7) Giovan Battista Caracciolo, detto Battistello
Nato a Napoli nel 1578, morto a Napoli nel 1635Liberazione di San Pietro dal carcere

1615

olio su tela, cm 310 x 207

 

I Governatori commissionarono nel 1613 a Carlo Sellitto il dipinto con la Liberazione di San Pietro dal carcere per proseguire il racconto delle opere di Misericordia sui sette altari della cappella, ma a causa della prematura morte del pittore avvenuta nel 1614, l’esecuzione della tela fu affidata a Battistello Caracciolo. Il giovane pittore ottenne, per questa tela, per compenso cento ducati, che incassò nel 1615.

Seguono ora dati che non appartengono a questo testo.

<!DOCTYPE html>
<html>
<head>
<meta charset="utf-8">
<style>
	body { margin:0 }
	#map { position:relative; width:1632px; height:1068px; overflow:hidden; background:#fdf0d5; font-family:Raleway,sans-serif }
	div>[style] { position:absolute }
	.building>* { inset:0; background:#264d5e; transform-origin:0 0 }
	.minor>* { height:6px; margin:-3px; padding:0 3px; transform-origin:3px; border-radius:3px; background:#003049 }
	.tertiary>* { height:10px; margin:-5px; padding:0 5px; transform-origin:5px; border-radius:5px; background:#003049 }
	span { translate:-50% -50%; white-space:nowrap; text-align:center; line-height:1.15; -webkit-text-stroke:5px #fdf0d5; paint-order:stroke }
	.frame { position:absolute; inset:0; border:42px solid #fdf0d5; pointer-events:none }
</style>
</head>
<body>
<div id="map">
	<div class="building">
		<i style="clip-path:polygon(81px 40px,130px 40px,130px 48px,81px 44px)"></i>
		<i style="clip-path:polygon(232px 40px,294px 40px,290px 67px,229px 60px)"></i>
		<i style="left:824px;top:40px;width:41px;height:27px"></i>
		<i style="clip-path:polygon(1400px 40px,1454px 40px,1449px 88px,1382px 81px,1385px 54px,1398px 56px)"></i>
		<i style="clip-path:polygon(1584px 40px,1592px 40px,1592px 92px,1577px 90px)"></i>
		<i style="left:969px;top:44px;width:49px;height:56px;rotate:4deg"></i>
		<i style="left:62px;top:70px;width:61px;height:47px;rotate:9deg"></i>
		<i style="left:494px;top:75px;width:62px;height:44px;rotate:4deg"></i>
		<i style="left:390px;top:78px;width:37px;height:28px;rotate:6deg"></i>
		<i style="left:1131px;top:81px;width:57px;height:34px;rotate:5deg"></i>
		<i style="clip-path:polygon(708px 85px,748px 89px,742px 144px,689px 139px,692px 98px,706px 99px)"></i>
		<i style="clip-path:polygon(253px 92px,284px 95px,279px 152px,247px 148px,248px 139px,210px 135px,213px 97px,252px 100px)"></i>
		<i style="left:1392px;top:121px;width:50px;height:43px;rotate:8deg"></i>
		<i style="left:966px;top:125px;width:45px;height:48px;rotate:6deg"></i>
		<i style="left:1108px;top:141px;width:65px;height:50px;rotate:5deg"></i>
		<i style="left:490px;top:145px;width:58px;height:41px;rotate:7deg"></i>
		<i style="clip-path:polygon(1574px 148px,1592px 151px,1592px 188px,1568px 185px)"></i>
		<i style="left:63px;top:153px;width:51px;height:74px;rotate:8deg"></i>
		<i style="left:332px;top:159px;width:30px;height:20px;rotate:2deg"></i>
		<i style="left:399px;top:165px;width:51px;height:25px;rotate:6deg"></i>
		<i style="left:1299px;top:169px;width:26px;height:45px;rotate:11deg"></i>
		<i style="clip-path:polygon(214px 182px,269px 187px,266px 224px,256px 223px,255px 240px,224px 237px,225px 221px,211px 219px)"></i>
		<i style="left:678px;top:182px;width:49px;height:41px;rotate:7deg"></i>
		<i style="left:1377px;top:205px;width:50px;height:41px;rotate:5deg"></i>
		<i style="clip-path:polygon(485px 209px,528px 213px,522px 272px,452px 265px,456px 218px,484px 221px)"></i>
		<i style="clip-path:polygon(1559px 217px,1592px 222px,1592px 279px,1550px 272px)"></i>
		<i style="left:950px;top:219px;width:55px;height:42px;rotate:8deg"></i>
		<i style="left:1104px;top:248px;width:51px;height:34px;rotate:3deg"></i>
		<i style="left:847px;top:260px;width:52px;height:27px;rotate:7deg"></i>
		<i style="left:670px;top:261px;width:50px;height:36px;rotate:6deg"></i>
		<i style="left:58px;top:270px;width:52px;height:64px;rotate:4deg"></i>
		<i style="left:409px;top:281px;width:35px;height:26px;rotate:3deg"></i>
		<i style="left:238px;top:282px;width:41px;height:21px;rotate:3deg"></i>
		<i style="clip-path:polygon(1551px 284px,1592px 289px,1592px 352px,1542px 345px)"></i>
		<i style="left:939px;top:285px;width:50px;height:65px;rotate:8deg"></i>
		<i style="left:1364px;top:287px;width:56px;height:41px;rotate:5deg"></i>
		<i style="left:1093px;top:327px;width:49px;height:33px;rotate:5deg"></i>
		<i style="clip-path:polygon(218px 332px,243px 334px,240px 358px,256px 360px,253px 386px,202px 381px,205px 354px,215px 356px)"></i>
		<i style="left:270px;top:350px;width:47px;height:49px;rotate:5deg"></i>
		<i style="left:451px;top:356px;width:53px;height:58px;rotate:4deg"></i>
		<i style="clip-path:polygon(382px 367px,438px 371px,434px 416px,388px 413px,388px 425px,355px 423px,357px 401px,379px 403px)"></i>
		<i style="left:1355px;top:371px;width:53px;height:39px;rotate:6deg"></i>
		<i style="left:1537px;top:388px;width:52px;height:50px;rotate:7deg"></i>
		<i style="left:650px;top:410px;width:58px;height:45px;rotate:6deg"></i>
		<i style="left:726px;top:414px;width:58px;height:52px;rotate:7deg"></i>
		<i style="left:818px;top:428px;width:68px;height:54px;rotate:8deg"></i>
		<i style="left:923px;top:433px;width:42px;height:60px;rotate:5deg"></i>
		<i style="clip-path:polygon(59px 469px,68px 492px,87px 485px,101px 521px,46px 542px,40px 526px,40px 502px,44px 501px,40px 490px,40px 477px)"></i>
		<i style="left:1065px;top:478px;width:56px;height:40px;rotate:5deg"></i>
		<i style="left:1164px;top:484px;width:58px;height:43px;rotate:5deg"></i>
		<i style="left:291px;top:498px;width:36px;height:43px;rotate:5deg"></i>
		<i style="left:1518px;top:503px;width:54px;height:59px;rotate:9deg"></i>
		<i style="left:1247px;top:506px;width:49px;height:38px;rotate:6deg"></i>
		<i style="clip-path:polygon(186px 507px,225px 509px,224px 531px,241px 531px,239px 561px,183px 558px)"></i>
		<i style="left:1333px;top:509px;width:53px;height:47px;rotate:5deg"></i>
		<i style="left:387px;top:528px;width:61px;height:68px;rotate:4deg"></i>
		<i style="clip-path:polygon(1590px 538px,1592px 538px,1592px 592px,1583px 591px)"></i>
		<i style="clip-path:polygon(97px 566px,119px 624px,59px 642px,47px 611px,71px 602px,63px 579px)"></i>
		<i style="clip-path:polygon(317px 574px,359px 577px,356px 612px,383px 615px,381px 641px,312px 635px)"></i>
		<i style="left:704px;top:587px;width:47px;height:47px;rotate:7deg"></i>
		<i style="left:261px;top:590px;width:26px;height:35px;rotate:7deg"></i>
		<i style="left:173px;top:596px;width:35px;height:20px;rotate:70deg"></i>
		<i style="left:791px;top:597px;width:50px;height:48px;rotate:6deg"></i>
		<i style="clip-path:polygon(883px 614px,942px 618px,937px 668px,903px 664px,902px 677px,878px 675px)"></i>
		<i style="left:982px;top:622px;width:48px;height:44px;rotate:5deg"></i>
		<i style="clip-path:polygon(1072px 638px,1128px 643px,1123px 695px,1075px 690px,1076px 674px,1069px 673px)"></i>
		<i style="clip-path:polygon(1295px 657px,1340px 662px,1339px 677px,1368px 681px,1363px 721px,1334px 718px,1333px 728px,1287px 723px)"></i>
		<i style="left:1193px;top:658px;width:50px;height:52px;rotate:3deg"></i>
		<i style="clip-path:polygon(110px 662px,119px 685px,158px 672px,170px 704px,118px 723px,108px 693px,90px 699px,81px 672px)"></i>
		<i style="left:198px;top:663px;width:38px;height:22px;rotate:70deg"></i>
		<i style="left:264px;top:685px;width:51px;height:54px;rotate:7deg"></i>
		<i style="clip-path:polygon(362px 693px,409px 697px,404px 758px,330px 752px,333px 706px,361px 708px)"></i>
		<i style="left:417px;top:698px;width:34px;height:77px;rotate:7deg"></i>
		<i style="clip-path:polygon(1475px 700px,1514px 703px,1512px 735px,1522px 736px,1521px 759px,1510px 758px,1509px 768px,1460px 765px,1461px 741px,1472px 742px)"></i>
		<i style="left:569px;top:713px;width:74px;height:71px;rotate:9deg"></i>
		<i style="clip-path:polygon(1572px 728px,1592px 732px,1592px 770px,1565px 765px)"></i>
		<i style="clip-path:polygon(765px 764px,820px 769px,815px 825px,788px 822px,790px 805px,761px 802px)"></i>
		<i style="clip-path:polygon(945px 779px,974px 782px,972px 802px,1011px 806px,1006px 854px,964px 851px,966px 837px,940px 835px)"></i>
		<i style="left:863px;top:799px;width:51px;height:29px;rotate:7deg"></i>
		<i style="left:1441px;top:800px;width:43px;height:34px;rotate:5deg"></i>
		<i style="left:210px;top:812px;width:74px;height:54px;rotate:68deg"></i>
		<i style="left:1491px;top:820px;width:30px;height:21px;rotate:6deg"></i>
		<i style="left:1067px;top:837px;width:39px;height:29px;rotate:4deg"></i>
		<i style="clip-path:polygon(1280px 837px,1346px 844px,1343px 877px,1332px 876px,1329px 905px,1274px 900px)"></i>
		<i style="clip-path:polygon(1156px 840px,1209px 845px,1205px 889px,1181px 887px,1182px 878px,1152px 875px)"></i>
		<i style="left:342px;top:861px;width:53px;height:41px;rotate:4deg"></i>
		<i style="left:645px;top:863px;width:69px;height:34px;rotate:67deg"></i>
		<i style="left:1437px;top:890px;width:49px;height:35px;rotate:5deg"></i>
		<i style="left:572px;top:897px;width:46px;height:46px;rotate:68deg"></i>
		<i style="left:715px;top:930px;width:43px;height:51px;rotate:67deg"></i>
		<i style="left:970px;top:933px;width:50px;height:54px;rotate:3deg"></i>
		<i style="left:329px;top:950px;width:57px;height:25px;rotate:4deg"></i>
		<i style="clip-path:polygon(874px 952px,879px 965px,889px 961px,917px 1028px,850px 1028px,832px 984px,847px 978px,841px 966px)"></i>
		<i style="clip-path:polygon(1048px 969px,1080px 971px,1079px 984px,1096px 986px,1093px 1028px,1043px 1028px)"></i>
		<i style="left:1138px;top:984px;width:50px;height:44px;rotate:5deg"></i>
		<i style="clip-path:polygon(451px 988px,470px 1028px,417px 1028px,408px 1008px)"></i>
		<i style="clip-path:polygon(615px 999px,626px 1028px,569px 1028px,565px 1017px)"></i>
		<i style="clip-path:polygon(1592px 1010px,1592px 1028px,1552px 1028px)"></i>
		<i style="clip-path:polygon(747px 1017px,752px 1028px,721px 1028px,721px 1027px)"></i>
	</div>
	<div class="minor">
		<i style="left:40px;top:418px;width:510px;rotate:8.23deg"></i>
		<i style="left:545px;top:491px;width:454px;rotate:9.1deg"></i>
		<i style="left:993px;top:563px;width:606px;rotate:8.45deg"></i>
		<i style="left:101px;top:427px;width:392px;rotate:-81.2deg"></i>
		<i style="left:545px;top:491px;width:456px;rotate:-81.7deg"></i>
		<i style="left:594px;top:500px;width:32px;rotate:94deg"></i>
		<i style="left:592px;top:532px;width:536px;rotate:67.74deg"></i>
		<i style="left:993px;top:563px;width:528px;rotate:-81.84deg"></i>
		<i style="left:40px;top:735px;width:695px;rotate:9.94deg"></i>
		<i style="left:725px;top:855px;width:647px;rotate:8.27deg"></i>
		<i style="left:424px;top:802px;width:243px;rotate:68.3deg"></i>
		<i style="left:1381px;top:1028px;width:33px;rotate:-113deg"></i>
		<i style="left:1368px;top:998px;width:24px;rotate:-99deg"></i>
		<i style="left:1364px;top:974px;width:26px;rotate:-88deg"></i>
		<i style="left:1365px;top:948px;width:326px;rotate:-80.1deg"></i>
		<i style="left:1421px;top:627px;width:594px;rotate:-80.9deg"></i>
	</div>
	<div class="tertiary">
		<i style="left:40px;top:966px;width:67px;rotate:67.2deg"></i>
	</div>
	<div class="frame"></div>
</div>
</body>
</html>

Secondo alcune fonti storiche, Caracciolo strinse amicizia con uno dei fondatori del Monte, il marchese di Villa, Giovan Battista Manso, “il più pregiato” dei “varii uomini scienziati” che probabilmente gli offrì la commissione essendo anche un pittore tra i più stimati a quei tempi e tra i primi che osservarono con attenzione la nuova lezione della pittura Caravaggesca.

Il tema del dipinto, collocato sul primo altare a sinistra, è legato alla assistenza dei carcerati, attività svolta nei secoli: il Pio Monte si occupava, ad esempio di far scarcerare coloro che non avevano condanne penali ma erano costretti in prigione dalla miseria, per non aver potuto pagare le tasse imposte dal rigido sistema fiscale; oppure a metà del XVIII secolo l’Istituto, su autorizzazione del re Ferdinando IV di Borbone, fonda la “Giunta delle Carceri” organismo di controllo a tutela delle condizioni dei prigionieri; ancora oggi il Pio Monte collabora con Associazioni impegnate nel recupero e reinserimento sociale dei detenuti.

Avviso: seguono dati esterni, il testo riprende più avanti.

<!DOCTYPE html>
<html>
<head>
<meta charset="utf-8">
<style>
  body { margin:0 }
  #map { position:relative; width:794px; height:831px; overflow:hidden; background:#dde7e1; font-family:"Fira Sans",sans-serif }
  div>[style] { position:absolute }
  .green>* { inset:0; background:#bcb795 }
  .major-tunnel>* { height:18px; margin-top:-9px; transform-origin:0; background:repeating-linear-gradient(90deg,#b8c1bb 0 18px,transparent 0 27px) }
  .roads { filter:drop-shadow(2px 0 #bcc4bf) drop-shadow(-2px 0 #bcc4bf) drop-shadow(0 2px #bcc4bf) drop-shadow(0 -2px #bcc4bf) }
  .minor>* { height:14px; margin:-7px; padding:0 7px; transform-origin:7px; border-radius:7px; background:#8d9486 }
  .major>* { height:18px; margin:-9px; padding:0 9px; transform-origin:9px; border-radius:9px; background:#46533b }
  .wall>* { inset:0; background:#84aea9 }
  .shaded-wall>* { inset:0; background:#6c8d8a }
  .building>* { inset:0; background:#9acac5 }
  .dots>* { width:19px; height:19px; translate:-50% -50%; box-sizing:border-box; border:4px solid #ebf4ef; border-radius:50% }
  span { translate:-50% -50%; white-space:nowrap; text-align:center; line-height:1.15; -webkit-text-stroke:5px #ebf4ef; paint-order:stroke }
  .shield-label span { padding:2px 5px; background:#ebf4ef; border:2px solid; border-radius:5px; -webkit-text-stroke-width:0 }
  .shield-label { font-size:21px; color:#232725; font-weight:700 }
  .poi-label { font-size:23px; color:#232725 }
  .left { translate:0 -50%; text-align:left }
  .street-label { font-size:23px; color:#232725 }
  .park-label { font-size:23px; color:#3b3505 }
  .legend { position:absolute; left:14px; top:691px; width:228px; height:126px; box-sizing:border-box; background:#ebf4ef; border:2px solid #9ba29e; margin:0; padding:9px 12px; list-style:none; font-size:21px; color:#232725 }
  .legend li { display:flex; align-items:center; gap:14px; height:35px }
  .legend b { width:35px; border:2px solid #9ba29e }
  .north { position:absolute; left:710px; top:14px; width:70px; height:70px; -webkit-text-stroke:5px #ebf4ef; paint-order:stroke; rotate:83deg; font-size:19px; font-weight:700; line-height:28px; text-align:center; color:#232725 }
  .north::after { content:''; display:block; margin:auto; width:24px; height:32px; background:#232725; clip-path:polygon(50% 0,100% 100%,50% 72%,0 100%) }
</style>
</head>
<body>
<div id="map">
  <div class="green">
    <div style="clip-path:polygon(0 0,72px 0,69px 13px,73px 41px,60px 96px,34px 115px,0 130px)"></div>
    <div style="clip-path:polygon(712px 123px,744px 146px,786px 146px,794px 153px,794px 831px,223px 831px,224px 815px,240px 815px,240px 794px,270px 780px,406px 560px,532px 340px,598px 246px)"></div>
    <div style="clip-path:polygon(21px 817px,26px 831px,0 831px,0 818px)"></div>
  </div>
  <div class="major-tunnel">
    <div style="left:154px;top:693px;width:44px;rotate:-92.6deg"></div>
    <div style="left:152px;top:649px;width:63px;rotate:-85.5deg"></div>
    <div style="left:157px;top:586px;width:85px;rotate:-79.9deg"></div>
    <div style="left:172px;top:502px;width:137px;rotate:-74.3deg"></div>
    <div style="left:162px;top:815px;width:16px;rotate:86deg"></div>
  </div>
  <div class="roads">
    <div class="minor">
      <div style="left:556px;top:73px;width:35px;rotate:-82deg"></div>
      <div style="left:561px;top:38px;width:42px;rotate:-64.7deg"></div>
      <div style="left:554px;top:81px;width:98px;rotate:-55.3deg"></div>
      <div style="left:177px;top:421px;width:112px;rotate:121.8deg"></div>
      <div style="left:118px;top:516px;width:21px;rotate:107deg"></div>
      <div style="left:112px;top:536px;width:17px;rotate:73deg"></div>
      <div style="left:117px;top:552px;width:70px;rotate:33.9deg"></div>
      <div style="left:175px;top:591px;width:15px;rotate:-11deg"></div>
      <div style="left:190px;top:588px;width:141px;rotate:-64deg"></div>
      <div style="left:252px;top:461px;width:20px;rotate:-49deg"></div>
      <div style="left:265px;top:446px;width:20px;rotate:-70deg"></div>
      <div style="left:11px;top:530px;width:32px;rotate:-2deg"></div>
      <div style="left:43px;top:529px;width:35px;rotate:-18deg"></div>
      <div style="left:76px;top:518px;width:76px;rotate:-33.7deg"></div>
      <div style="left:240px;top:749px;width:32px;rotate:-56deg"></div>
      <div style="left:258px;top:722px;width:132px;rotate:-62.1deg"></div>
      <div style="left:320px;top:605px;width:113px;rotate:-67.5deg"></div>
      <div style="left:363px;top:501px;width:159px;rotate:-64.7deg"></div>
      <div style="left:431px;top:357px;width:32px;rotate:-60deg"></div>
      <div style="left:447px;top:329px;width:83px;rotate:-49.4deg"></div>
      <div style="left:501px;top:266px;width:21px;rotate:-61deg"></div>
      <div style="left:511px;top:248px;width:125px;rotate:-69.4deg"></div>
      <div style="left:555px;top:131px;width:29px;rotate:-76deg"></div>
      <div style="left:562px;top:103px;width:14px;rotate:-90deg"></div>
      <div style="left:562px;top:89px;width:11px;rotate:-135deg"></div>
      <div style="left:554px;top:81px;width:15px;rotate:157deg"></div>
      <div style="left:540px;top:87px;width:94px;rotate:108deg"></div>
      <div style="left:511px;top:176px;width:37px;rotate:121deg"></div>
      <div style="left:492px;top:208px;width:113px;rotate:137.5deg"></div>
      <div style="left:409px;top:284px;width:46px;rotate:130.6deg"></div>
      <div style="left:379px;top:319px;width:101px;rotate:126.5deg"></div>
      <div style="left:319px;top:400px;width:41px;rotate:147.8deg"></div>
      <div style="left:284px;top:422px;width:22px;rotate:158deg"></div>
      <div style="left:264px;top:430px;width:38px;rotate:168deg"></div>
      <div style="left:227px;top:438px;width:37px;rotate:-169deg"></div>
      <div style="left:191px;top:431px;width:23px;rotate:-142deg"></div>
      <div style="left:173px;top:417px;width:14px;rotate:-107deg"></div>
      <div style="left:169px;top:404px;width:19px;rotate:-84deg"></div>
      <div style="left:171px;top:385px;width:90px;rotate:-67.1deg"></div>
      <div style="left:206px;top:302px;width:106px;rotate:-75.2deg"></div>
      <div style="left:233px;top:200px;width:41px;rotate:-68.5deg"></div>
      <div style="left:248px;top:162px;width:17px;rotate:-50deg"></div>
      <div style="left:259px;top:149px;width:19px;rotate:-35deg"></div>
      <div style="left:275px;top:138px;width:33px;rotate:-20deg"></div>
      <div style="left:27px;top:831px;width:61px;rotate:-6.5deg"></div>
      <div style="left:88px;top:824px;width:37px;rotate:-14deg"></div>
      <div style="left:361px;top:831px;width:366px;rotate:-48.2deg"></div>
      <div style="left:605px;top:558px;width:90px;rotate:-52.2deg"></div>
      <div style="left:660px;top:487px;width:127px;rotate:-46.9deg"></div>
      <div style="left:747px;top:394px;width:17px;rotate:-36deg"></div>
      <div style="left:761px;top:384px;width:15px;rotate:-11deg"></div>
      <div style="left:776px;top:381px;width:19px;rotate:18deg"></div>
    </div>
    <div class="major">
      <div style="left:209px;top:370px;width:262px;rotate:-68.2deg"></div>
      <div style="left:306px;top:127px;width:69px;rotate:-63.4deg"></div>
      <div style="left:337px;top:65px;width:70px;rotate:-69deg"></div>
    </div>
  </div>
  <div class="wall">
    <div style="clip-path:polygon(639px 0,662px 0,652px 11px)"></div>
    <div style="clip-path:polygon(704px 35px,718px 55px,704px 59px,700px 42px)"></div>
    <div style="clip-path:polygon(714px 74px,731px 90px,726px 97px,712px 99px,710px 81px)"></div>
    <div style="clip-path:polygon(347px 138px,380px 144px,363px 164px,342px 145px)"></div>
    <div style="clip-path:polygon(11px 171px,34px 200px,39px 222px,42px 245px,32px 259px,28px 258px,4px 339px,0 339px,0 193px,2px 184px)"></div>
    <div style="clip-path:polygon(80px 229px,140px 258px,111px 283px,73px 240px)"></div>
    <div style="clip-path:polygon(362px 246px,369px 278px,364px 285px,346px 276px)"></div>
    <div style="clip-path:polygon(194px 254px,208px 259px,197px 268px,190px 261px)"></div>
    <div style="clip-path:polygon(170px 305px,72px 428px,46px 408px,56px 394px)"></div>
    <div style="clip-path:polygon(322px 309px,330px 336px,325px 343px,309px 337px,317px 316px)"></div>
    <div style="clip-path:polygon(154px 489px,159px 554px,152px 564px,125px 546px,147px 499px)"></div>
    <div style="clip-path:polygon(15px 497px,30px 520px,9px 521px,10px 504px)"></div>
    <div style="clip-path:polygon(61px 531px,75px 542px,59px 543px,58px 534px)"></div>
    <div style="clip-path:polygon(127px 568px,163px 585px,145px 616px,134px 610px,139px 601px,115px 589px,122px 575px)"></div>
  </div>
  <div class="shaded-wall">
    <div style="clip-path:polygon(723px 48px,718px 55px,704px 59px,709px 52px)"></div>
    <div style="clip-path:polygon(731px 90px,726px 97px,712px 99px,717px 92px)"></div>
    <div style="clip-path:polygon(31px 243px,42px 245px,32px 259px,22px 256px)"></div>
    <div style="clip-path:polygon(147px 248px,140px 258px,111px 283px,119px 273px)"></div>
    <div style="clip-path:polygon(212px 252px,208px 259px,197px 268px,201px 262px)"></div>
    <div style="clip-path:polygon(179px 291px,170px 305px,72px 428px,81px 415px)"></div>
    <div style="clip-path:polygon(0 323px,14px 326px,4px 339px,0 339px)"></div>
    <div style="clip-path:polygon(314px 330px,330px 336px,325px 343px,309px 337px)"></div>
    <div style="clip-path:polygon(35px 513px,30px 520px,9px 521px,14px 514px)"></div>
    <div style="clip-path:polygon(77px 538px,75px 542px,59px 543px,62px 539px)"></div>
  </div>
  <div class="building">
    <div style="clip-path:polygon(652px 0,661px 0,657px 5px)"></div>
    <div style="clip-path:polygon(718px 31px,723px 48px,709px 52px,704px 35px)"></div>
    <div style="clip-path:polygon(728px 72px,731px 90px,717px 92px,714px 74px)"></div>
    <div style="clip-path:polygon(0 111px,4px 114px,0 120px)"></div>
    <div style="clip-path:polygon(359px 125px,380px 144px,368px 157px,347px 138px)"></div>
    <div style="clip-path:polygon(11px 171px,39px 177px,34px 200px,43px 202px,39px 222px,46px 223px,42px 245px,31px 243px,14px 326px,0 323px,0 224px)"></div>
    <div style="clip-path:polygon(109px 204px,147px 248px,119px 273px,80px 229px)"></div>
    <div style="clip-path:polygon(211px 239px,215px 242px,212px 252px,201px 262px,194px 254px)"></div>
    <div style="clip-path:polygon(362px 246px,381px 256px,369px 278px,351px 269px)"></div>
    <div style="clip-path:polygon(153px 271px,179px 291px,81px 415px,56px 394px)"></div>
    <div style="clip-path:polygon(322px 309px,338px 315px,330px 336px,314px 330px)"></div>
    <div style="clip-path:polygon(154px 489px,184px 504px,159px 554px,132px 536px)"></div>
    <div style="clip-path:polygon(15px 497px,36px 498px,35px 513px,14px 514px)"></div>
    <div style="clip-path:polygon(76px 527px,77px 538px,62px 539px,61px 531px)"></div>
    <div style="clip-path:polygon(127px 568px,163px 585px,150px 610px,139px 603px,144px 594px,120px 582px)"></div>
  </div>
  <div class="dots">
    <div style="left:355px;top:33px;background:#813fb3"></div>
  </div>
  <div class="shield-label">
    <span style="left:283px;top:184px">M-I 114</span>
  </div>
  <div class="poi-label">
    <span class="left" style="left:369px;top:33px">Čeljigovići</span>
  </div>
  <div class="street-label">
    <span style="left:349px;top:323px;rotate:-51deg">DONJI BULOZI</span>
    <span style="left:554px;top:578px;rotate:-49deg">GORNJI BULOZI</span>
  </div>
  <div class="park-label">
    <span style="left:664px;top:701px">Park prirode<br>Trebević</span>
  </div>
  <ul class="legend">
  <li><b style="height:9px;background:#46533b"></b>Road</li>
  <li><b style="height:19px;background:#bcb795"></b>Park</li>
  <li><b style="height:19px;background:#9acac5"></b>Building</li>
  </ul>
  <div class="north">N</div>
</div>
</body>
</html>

L’episodio degli Atti degli Apostoli della liberazione di san Pietro, è il tema scelto per rappresentare la liberazione dei carcerati: durante la persecuzione di Erode, Pietro è arrestato e messo in carcere sotto stretta sorveglianza; quattro squadre di quattro guardie si danno il turno ogni tre ore. La sera prima del processo, Pietro dormiva legato con due catene mentre le sentinelle montavano la guardia davanti alla porta della cella. Ma all’improvviso arriva un angelo circondato dalla luce, sveglia Pietro e lo libera dalle catene e dalla prigione. Pietro è confuso, procede stupito fuori dal carcere credendo “di avere una visione”.

Battistello riproduce nell’opera il momento della liberazione. Le figure emergono dal buio della notte: Pietro e l’angelo stanno attraversando, indisturbati, l’ultimo picchetto di quattro soldati che Erode aveva fatto predisporre a guardia dell’apostolo. L’angelo è giovane, indossa una tunica bianca con riflessi argentei, guida Pietro verso l’uscita. Il volto del santo rivela lo stupore nel vedere le guardie addormentate, indossa una tunica verde scura e un mantello arancione dal ricco panneggio. Nell’ombra tre guardie, addormentate, indossano l’armatura e l’elmo, mentre la quarta, distesa in basso a destra, ripresa di spalle è in piena luce, coperta solo da un panneggio rosso poggiato sui fianchi. La posa, con la schiena nuda e i piedi scalzi, rimanda alle novità introdotte dal Caravaggio nella tela dell’altare maggiore, dove è ritratto il paralitico. Anche l’uso dei giochi di luce e ombre dimostra che il Battistello ha assimilato le novità introdotte dal Merisi.

Il dipinto è considerato il capolavoro del primo grande seguace caravaggesco: i due certamente si conoscono perché è documentato il passaggio di trenta ducati da Caravaggio a Battistello per qualche collaborazione di cui si ignorano ancora i dettagli.